Usage

Web browser automation

You can access the test HTTP server from your preferred web automation library via context.base_url (normally, this would be set to http://localhost:8081). Alternatively, you can use context.get_url(), which is a helper function for absolute paths and reversing URLs in your Django project. It takes an absolute path, a view name, or a model as an argument, similar to django.shortcuts.redirect.

Examples:

# Using Splinter
@when(u'I visit "{url}"')
def visit(context, url):
    context.browser.visit(context.base_url + url)
# Get context.base_url
context.get_url()
# Get context.base_url + '/absolute/url/here'
context.get_url('/absolute/url/here')
# Get context.base_url + reverse('view-name')
context.get_url('view-name')
# Get context.base_url + reverse('view-name', 'with args', and='kwargs')
context.get_url('view-name', 'with args', and='kwargs')
# Get context.base_url + model_instance.get_absolute_url()
context.get_url(model_instance)

Django’s testing client

Attached to the context is an instance of TestCase. You can access it via context.test. This means you can do things like use Django’s testing client.

# Using Django's testing client
@when(u'I visit "{url}"')
def visit(context, url):
    # save response in context for next step
    context.response = context.test.client.get(url)

Simple testing

If you only use Django’s testing client then behave tests can run much quicker with the --simple command line option. In this case transaction rollback is used for test automation instead of flushing the database after each scenario, just like in Django’s standard TestCase.

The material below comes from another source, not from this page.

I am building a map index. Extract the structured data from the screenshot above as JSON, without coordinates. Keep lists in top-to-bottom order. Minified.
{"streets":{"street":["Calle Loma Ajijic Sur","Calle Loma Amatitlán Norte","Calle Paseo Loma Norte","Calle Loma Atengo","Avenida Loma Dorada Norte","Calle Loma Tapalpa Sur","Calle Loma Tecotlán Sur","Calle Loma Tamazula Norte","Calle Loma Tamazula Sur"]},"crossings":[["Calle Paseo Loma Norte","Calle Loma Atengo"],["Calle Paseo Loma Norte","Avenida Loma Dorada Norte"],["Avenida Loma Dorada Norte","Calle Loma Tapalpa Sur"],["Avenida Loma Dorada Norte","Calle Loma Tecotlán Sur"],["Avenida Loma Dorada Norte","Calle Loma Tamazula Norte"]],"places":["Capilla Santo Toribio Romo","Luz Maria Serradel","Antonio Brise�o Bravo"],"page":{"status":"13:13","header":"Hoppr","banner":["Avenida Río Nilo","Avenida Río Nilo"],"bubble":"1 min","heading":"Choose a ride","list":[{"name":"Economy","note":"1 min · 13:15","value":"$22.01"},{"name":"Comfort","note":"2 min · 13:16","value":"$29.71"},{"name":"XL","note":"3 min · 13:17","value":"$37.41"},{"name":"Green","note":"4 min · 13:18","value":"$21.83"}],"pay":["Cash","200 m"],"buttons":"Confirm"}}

No HTTP server is started during the simple testing, so you can’t use web browser automation. Accessing context.base_url or calling context.get_url() will raise an exception.

unittest + Django assert library

Additionally, you can utilize unittest and Django’s assert library.

@then(u'I should see "{text}"')
def visit(context, text):
    # compare with response from ``when`` step
    response = context.response
    context.test.assertContains(response, text)

Database transactions per scenario

Each scenario is run inside a database transaction, just like your regular TestCases. So you can do something like:

@given(u'user "{username}" exists')
def create_user(context, username):
    # This won't be here for the next scenario
    User.objects.create_user(username=username, password='correcthorsebatterystaple')

And you don’t have to clean the database yourself.

If you have factories you want to instantiate on a per-scenario basis, you can initialize them in environment.py like this:

from myapp.main.tests.factories import UserFactory, RandomContentFactory


def before_scenario(context, scenario):
    UserFactory(username='user1')
    UserFactory(username='user2')
    RandomContentFactory()

Fixture loading

behave-django can load your fixtures for you per feature/scenario. In environment.py we can load our context with the fixtures array.

def before_scenario(context, scenario):
    context.fixtures = ['user-data.json']

This fixture would then be loaded before every scenario.

If you wanted different fixtures for different scenarios:

def before_scenario(context, scenario):
    if scenario.name == 'User login with valid credentials':
        context.fixtures = ['user-data.json']
    elif scenario.name == 'Check out cart':
        context.fixtures = ['user-data.json', 'store.json', 'cart.json']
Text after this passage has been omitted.